A: Explant of human nasal epithelium immunoreactive for bitter taste receptor T2R38 and the cilium marker β-tubulin IV. B: Air-liquid interface culture of nasal epithelium from a transgenic mouse co-expressing green fluorescent protein (GFP) with TRPM5 allows for the identification of SCCs. SCCs are also immunoreactive for the taste transduction protein α-gustducin.
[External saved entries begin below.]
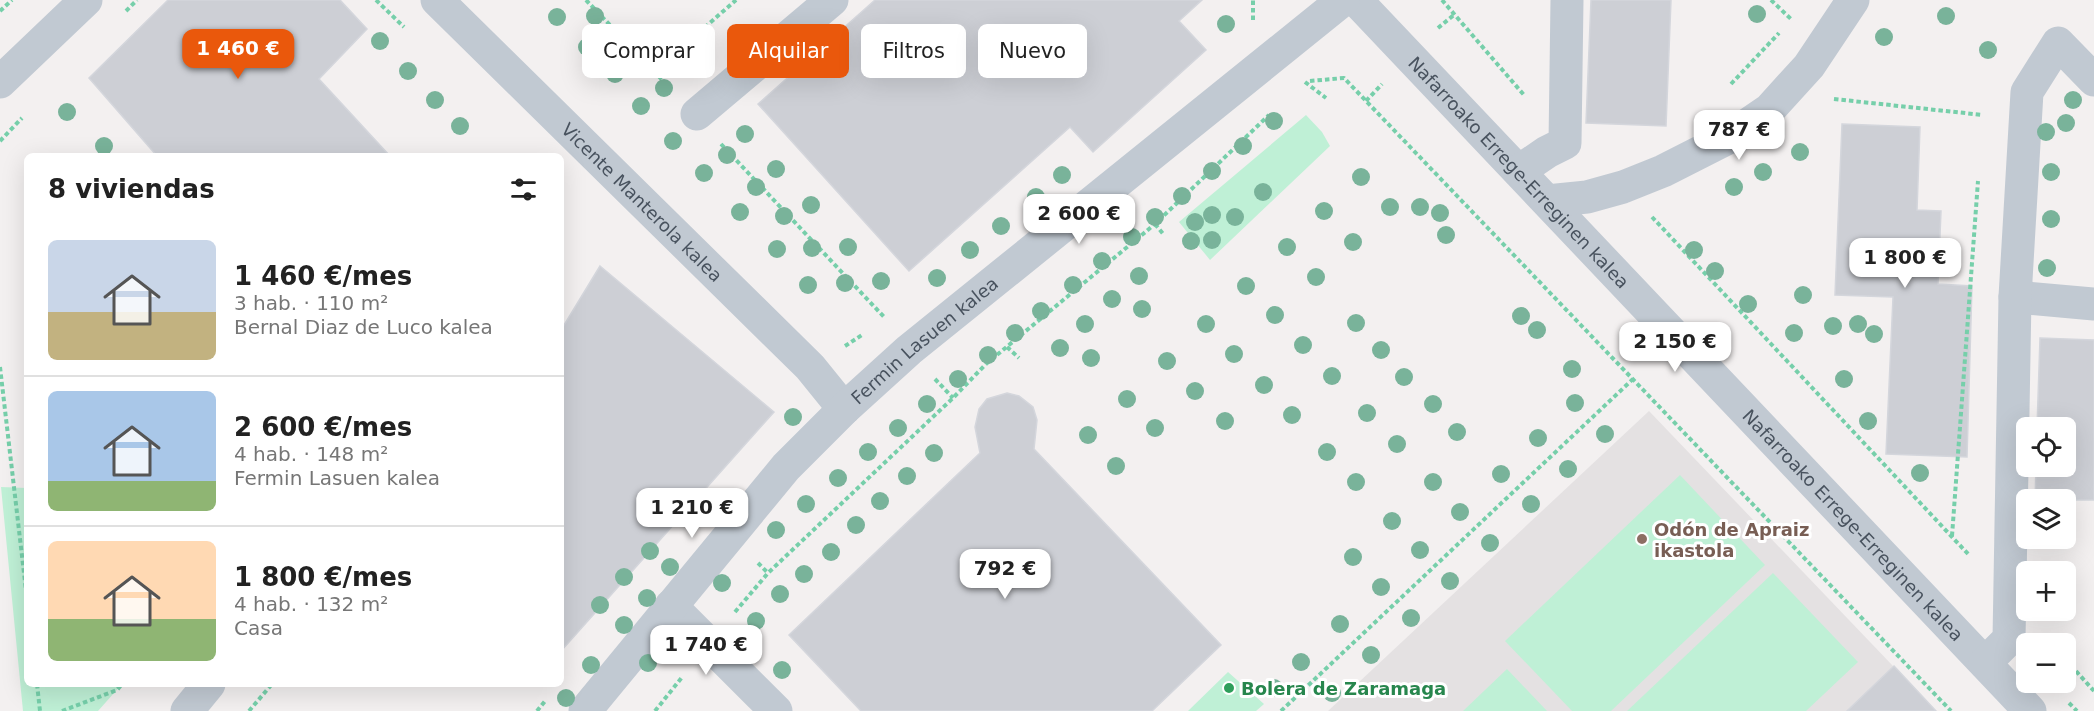 <!DOCTYPE html>
<html lang="es">
<meta charset="utf-8">
<style>
:root{--surface:#fff;--page:#f2f2f2;--text:#222;--muted:#767676;--line:#e0e0e0;--accent:#ea580c}
body{margin:0;font-family:"DejaVu Sans",sans-serif;background:var(--page);color:var(--text);height:100vh;display:flex;flex-direction:column;font-size:22px;white-space:nowrap}
*{box-sizing:border-box;margin:0}
p{font-size:20px;color:var(--muted)}
.icon{flex:none;width:33px;height:33px;fill:none;stroke:currentColor;stroke-width:2;stroke-linecap:round;stroke-linejoin:round}
.map{position:relative;flex:1;overflow:hidden}
.panel{position:absolute;left:24px;top:153px;width:540px;height:534px;display:flex;flex-direction:column;background:var(--surface);border-radius:9px;box-shadow:0 6px 24px #0002}
.panel>*{flex:none}
.hud{position:absolute;left:582px;top:24px;width:570px;height:54px;display:flex;gap:12px}
.controls{position:absolute;left:2016px;top:417px;display:grid;gap:12px}
.controls a{display:grid;place-items:center;width:60px;height:60px;border-radius:9px;background:var(--surface);box-shadow:0 6px 24px #0002;font-size:30px}
.price{position:absolute;translate:-50% -51px;padding:0 14px;border-radius:12px;background:#fff;color:#222;font-size:20px;line-height:39px;filter:drop-shadow(0 2px 3px #0008)}
.price::after{content:'';position:absolute;left:50%;top:36px;width:18px;height:14px;margin-left:-9px;background:inherit;clip-path:polygon(0 0,100% 0,50% 100%)}
.price.on{background:var(--accent);color:#fff}
ul{padding:0;list-style:none}
li{display:flex;align-items:center;gap:18px;height:150px;padding:0 24px}
li+li{border-top:2px solid var(--line)}
li span{display:grid;place-items:center;flex:none;width:168px;height:120px;border-radius:9px;color:#555}
li>.icon{margin-inline-start:auto}
span .icon{width:72px;height:72px;fill:#fffc;stroke-width:1}
li b{font-size:26px}
h2{display:flex;justify-content:space-between;align-items:center;height:72px;padding:0 24px;font-size:26px}
.pill{padding:0 21px;border-radius:9px;background:var(--surface);box-shadow:0 6px 24px #0002;font-size:21px;line-height:54px}
.pill.on{background:var(--accent);color:#fff}
.map>svg:first-child{display:block}
.education{fill:#e4e1e2}
.green{fill:#bff0d6}
.building{fill:#cdcfd5;stroke:#d4d6dc;stroke-width:1.5}
.lines{fill:none;stroke-linecap:round;stroke-linejoin:round}
.path{stroke:#76cfaa;stroke-width:4;stroke-dasharray:4.5 3;stroke-linecap:butt}
.minor{stroke:#c1c9d2;stroke-width:33}
.tree{fill:#79b39a}
.education-dot{fill:#8d6e63;stroke:#fff;stroke-width:2}
.leisure-dot{fill:#2e9e5b;stroke:#fff;stroke-width:2}
.labels{text-anchor:middle;dominant-baseline:central;stroke-width:6;stroke-linejoin:round;paint-order:stroke}
.street-label{font-size:18px;fill:#48525e;stroke:#fff}
.education-label{font-size:18px;font-weight:bold;fill:#785e54;stroke:#fff;text-anchor:start}
.leisure-label{font-size:18px;font-weight:bold;fill:#27864d;stroke:#fff;text-anchor:start}
</style>
<div class="map">
<svg width="2094" height="711" viewBox="0 0 2094 711">
<rect width="100%" height="100%" fill="#f3f0f0"/>
<polygon class="education" points="1649,411 1936,711 1328,711"/>
<g class="green">
<polygon points="1306,115 1322,132 1330,146 1210,260 1179,222"/>
<polygon points="1680,475 1765,565 1611,711 1572,711 1505,641"/>
<polygon points="1,487 27,488 27,684 122,684 98,711 23,711"/>
<polygon points="1773,573 1858,662 1806,711 1627,711"/>
<polygon points="1507,669 1547,711 1463,711"/>
<polygon points="1228,672 1264,704 1256,711 1188,711"/>
</g>
<g class="building">
<polygon points="168,0 340,0 367,29 319,79 390,156 157,156 89,78"/>
<polygon points="875,0 1202,0 1179,21 1206,50 1093,152 1070,127 909,271 758,104"/>
<polygon points="1591,0 1671,0 1666,126 1586,123"/>
<polygon points="1842,124 1920,127 1917,210 1941,211 1938,284 1972,286 1967,457 1886,454 1893,297 1835,295"/>
<polygon points="600,266 774,412 561,651 561,330"/>
<polygon points="2040,338 2094,340 2094,500 2035,500 2036,466 2066,466 2066,428 2037,428"/>
<polygon points="1007,393 1019,396 1033,407 1037,420 1034,449 1221,645 1152,711 861,711 789,635 980,453 975,427 979,409 987,399"/>
<polygon points="1894,666 1936,711 1847,711"/>
</g>
<g class="lines">
<g class="path">
<polyline points="376,0 404,27"/>
<polyline points="586,0 668,86"/>
<polyline points="1442,0 1524,95"/>
<polyline points="1771,0 1791,19"/>
<polyline points="0,11 12,0"/>
<polyline points="126,11 137,0"/>
<polyline points="1253,20 1253,0"/>
<polyline points="1438,28 1455,14"/>
<polyline points="654,72 736,0"/>
<polyline points="1310,81 1344,78 1951,711"/>
<polyline points="1305,82 1326,98"/>
<polyline points="1731,84 1779,33"/>
<polyline points="1834,99 1983,115"/>
<polyline points="1366,101 1382,84"/>
<polyline points="0,141 22,118"/>
<polyline points="721,144 885,318"/>
<polyline points="1652,217 1969,555"/>
<polyline points="1155,224 1164,235"/>
<polyline points="845,346 862,335"/>
<polyline points="1007,347 1019,358"/>
<polyline points="0,367 27,599"/>
<polyline points="935,379 953,398"/>
<polyline points="1952,536 1978,181"/>
<polyline points="758,563 768,573"/>
<polyline points="735,612 768,573 953,398 986,364 1155,224 1269,115"/>
<polyline points="2066,660 2094,691"/>
<polyline points="37,684 40,711"/>
<polyline points="2069,703 2077,711"/>
<polyline points="62,711 117,690 122,684"/>
<polyline points="249,711 272,684"/>
<polyline points="537,711 545,701"/>
<polyline points="655,711 683,676"/>
<polyline points="1281,711 1633,379"/>
</g>
<g class="minor">
<path id="s1" d="M437 0 810 367 844 409"/>
<path id="s2" d="M1356 0 2030 711"/>
<polyline points="0,82 86,0"/>
<polyline points="697,114 832,0"/>
<polyline points="1519,171 1547,152 1565,143 1567,0"/>
<polyline points="1547,201 1587,197 1623,187 1663,171 1728,138 1769,110 1809,66 1853,0"/>
<polyline points="2015,297 2094,304"/>
<polyline points="671,606 776,711"/>
<polyline points="1985,663 2009,639 2015,297 2027,92 2058,43 2094,80"/>
<polyline points="187,711 209,684"/>
<path id="s3" d="M585 711 786 467 844 409 909 350 1343 0"/>
</g>
</g>
<g class="tree">
<circle cx="1757" cy="14" r="9"/>
<circle cx="595" cy="16" r="9"/>
<circle cx="1946" cy="16" r="9"/>
<circle cx="557" cy="17" r="9"/>
<circle cx="1226" cy="24" r="9"/>
<circle cx="651" cy="36" r="9"/>
<circle cx="1884" cy="37" r="9"/>
<circle cx="380" cy="41" r="9"/>
<circle cx="587" cy="47" r="9"/>
<circle cx="628" cy="49" r="9"/>
<circle cx="1988" cy="50" r="9"/>
<circle cx="680" cy="66" r="9"/>
<circle cx="408" cy="71" r="9"/>
<circle cx="615" cy="74" r="9"/>
<circle cx="664" cy="88" r="9"/>
<circle cx="435" cy="100" r="9"/>
<circle cx="2073" cy="100" r="9"/>
<circle cx="641" cy="106" r="9"/>
<circle cx="67" cy="112" r="9"/>
<circle cx="1274" cy="121" r="9"/>
<circle cx="2066" cy="123" r="9"/>
<circle cx="460" cy="126" r="9"/>
<circle cx="2046" cy="132" r="9"/>
<circle cx="745" cy="134" r="9"/>
<circle cx="673" cy="141" r="9"/>
<circle cx="104" cy="146" r="9"/>
<circle cx="1243" cy="146" r="9"/>
<circle cx="1800" cy="152" r="9"/>
<circle cx="727" cy="155" r="9"/>
<circle cx="776" cy="169" r="9"/>
<circle cx="1212" cy="171" r="9"/>
<circle cx="1763" cy="172" r="9"/>
<circle cx="2051" cy="172" r="9"/>
<circle cx="704" cy="173" r="9"/>
<circle cx="1062" cy="175" r="9"/>
<circle cx="1361" cy="177" r="9"/>
<circle cx="756" cy="187" r="9"/>
<circle cx="1734" cy="187" r="9"/>
<circle cx="1263" cy="192" r="9"/>
<circle cx="1182" cy="196" r="9"/>
<circle cx="1036" cy="197" r="9"/>
<circle cx="811" cy="205" r="9"/>
<circle cx="1390" cy="207" r="9"/>
<circle cx="1420" cy="207" r="9"/>
<circle cx="1324" cy="211" r="9"/>
<circle cx="740" cy="212" r="9"/>
<circle cx="1440" cy="213" r="9"/>
<circle cx="1212" cy="215" r="9"/>
<circle cx="784" cy="216" r="9"/>
<circle cx="1155" cy="217" r="9"/>
<circle cx="1235" cy="217" r="9"/>
<circle cx="2051" cy="219" r="9"/>
<circle cx="1195" cy="222" r="9"/>
<circle cx="1001" cy="226" r="9"/>
<circle cx="1446" cy="235" r="9"/>
<circle cx="1132" cy="237" r="9"/>
<circle cx="1212" cy="240" r="9"/>
<circle cx="1191" cy="241" r="9"/>
<circle cx="1353" cy="242" r="9"/>
<circle cx="848" cy="247" r="9"/>
<circle cx="1287" cy="247" r="9"/>
<circle cx="812" cy="248" r="9"/>
<circle cx="777" cy="249" r="9"/>
<circle cx="970" cy="250" r="9"/>
<circle cx="1694" cy="250" r="9"/>
<circle cx="1102" cy="261" r="9"/>
<circle cx="2047" cy="268" r="9"/>
<circle cx="1715" cy="271" r="9"/>
<circle cx="1139" cy="276" r="9"/>
<circle cx="1316" cy="277" r="9"/>
<circle cx="937" cy="278" r="9"/>
<circle cx="881" cy="281" r="9"/>
<circle cx="845" cy="283" r="9"/>
<circle cx="808" cy="285" r="9"/>
<circle cx="1073" cy="285" r="9"/>
<circle cx="1246" cy="286" r="9"/>
<circle cx="1803" cy="295" r="9"/>
<circle cx="1112" cy="299" r="9"/>
<circle cx="1748" cy="304" r="9"/>
<circle cx="1142" cy="309" r="9"/>
<circle cx="1041" cy="311" r="9"/>
<circle cx="1275" cy="315" r="9"/>
<circle cx="1521" cy="316" r="9"/>
<circle cx="1356" cy="323" r="9"/>
<circle cx="1085" cy="324" r="9"/>
<circle cx="1206" cy="324" r="9"/>
<circle cx="1858" cy="324" r="9"/>
<circle cx="1833" cy="326" r="9"/>
<circle cx="1537" cy="330" r="9"/>
<circle cx="1015" cy="333" r="9"/>
<circle cx="1794" cy="333" r="9"/>
<circle cx="1874" cy="334" r="9"/>
<circle cx="1303" cy="345" r="9"/>
<circle cx="1060" cy="348" r="9"/>
<circle cx="1381" cy="350" r="9"/>
<circle cx="1234" cy="354" r="9"/>
<circle cx="988" cy="355" r="9"/>
<circle cx="1091" cy="358" r="9"/>
<circle cx="1167" cy="361" r="9"/>
<circle cx="1572" cy="369" r="9"/>
<circle cx="1332" cy="376" r="9"/>
<circle cx="1404" cy="377" r="9"/>
<circle cx="958" cy="379" r="9"/>
<circle cx="1844" cy="379" r="9"/>
<circle cx="1264" cy="385" r="9"/>
<circle cx="1195" cy="391" r="9"/>
<circle cx="1127" cy="399" r="9"/>
<circle cx="1575" cy="403" r="9"/>
<circle cx="927" cy="404" r="9"/>
<circle cx="1433" cy="404" r="9"/>
<circle cx="1367" cy="413" r="9"/>
<circle cx="1292" cy="415" r="9"/>
<circle cx="793" cy="417" r="9"/>
<circle cx="1225" cy="421" r="9"/>
<circle cx="1868" cy="421" r="9"/>
<circle cx="898" cy="428" r="9"/>
<circle cx="1155" cy="428" r="9"/>
<circle cx="1457" cy="432" r="9"/>
<circle cx="1605" cy="434" r="9"/>
<circle cx="1088" cy="435" r="9"/>
<circle cx="1538" cy="438" r="9"/>
<circle cx="1397" cy="444" r="9"/>
<circle cx="868" cy="452" r="9"/>
<circle cx="1327" cy="452" r="9"/>
<circle cx="934" cy="453" r="9"/>
<circle cx="1116" cy="466" r="9"/>
<circle cx="1568" cy="469" r="9"/>
<circle cx="1920" cy="473" r="9"/>
<circle cx="1501" cy="474" r="9"/>
<circle cx="907" cy="476" r="9"/>
<circle cx="838" cy="478" r="9"/>
<circle cx="1356" cy="482" r="9"/>
<circle cx="1433" cy="482" r="9"/>
<circle cx="880" cy="501" r="9"/>
<circle cx="806" cy="504" r="9"/>
<circle cx="1531" cy="504" r="9"/>
<circle cx="1460" cy="512" r="9"/>
<circle cx="1392" cy="521" r="9"/>
<circle cx="856" cy="525" r="9"/>
<circle cx="776" cy="530" r="9"/>
<circle cx="1490" cy="543" r="9"/>
<circle cx="1420" cy="550" r="9"/>
<circle cx="650" cy="551" r="9"/>
<circle cx="831" cy="552" r="9"/>
<circle cx="1353" cy="557" r="9"/>
<circle cx="670" cy="567" r="9"/>
<circle cx="804" cy="574" r="9"/>
<circle cx="624" cy="577" r="9"/>
<circle cx="1450" cy="581" r="9"/>
<circle cx="722" cy="583" r="9"/>
<circle cx="1381" cy="587" r="9"/>
<circle cx="780" cy="594" r="9"/>
<circle cx="647" cy="598" r="9"/>
<circle cx="600" cy="605" r="9"/>
<circle cx="1411" cy="618" r="9"/>
<circle cx="756" cy="621" r="9"/>
<circle cx="1340" cy="624" r="9"/>
<circle cx="624" cy="625" r="9"/>
<circle cx="1371" cy="655" r="9"/>
<circle cx="1301" cy="662" r="9"/>
<circle cx="648" cy="663" r="9"/>
<circle cx="591" cy="665" r="9"/>
<circle cx="782" cy="670" r="9"/>
<circle cx="1274" cy="688" r="9"/>
<circle cx="1332" cy="693" r="9"/>
<circle cx="566" cy="698" r="9"/>
</g>
<circle class="education-dot" cx="1642" cy="539" r="6"/>
<circle class="leisure-dot" cx="1229" cy="688" r="6"/>
<g class="labels">
<g class="street-label">
<text stroke="none"><textPath href="#s2" startOffset="237">Nafarroako Errege-Erreginen kalea</textPath></text>
<text stroke="none"><textPath href="#s1" startOffset="288">Vicente Manterola kalea</textPath></text>
<text stroke="none"><textPath href="#s3" startOffset="504">Fermin Lasuen kalea</textPath></text>
<text stroke="none"><textPath href="#s2" startOffset="723">Nafarroako Errege-Erreginen kalea</textPath></text>
</g>
<g class="education-label">
<text x="1654" y="529">Odón de Apraiz<tspan x="1654" dy="21">ikastola</tspan></text>
</g>
<g class="leisure-label">
<text x="1241" y="688">Bolera de Zaramaga</text>
</g>
</g>
</svg>
<div class="controls">
<a><svg class="icon" aria-label="locate" viewBox="0 0 24 24"><circle cx="12" cy="12" r="6"/><path d="M12 2v4M12 18v4M2 12h4M18 12h4"/></svg></a>
<a><svg class="icon" aria-label="layers" viewBox="0 0 24 24"><path d="M12 4l9 5-9 5-9-5zM3 14l9 5 9-5"/></svg></a>
<a>+</a>
<a>−</a>
</div>
<b class="price on" style="left:238px;top:80px">1 460 €</b>
<b class="price" style="left:1739px;top:161px">787 €</b>
<b class="price" style="left:1079px;top:245px">2 600 €</b>
<b class="price" style="left:1905px;top:289px">1 800 €</b>
<b class="price" style="left:1675px;top:373px">2 150 €</b>
<b class="price" style="left:692px;top:539px">1 210 €</b>
<b class="price" style="left:1005px;top:600px">792 €</b>
<b class="price" style="left:706px;top:676px">1 740 €</b>
<div class="hud">
<a class="pill">Comprar</a>
<a class="pill on">Alquilar</a>
<a class="pill">Filtros</a>
<a class="pill">Nuevo</a>
</div>
<section class="panel">
<h2>8 viviendas<svg class="icon" aria-label="filters" viewBox="0 0 24 24"><path d="M4 7h16M4 17h16"/><circle cx="9" cy="7" r="2"/><circle cx="15" cy="17" r="2"/></svg></h2>
<ul>
<li><span style="background:linear-gradient(#c9d6e8 60%,#c2b280 0)"><svg class="icon" aria-label="home" viewBox="0 0 24 24"><path d="M3 11l9-7 9 7M6 9v11h12V9"/></svg></span><div><b>1 460 €/mes</b><p>3 hab. · 110 m²</p><p>Bernal Diaz de Luco kalea</p></div></li>
<li><span style="background:linear-gradient(#a9c7e8 75%,#8fb573 0)"><svg class="icon" aria-label="home" viewBox="0 0 24 24"><path d="M3 11l9-7 9 7M6 9v11h12V9"/></svg></span><div><b>2 600 €/mes</b><p>4 hab. · 148 m²</p><p>Fermin Lasuen kalea</p></div></li>
<li><span style="background:linear-gradient(#ffd9b3 65%,#8fb573 0)"><svg class="icon" aria-label="home" viewBox="0 0 24 24"><path d="M3 11l9-7 9 7M6 9v11h12V9"/></svg></span><div><b>1 800 €/mes</b><p>4 hab. · 132 m²</p><p>Casa</p></div></li>
</ul>
</section>
</div>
Figure 5. Model of taste receptor signaling in the respiratory epithelium

Under healthy conditions, glucose present in the airway activates the sweet receptor dimer T1R2+3, silencing solitary chemosensory cells (SCCs). In the case of bacterial infection, this glucose is metabolized by the growing bacteria, which also release bitter compounds including acylhomoserine lactones (AHLs). Bitter bacterial metabolites activate T2Rs on SCCs and trigger an intracellular signaling cascade similar to canonical taste receptor cell signaling, including phospholipase Cβ2 (PLCβ2). In the mouse (dashed circle), this signaling cascade results in the release of acetylcholine (ACh) and activation of free trigeminal nerve fibers triggering neurogenic inflammation, mast cell degranulation, and an apneic reflex. In human primary cell cultures, activation of SCCs triggers a calcium wave via gap junctions to the surrounding epithelial cells stimulating the release of antimicrobial peptides from these cells, which is presumed to halt the growing bacterial infection. Furthermore, in humans, AHLs stimulate T2R38 on ciliated cells, which results in the activation of nitric oxide synthase (NOS) and the production of nitric oxide (NO). The production of NO increases ciliary beat frequency and thus accelerates mucociliary clearance. Additionally, NO diffuses into the mucus and airway where it is directly bactericidal.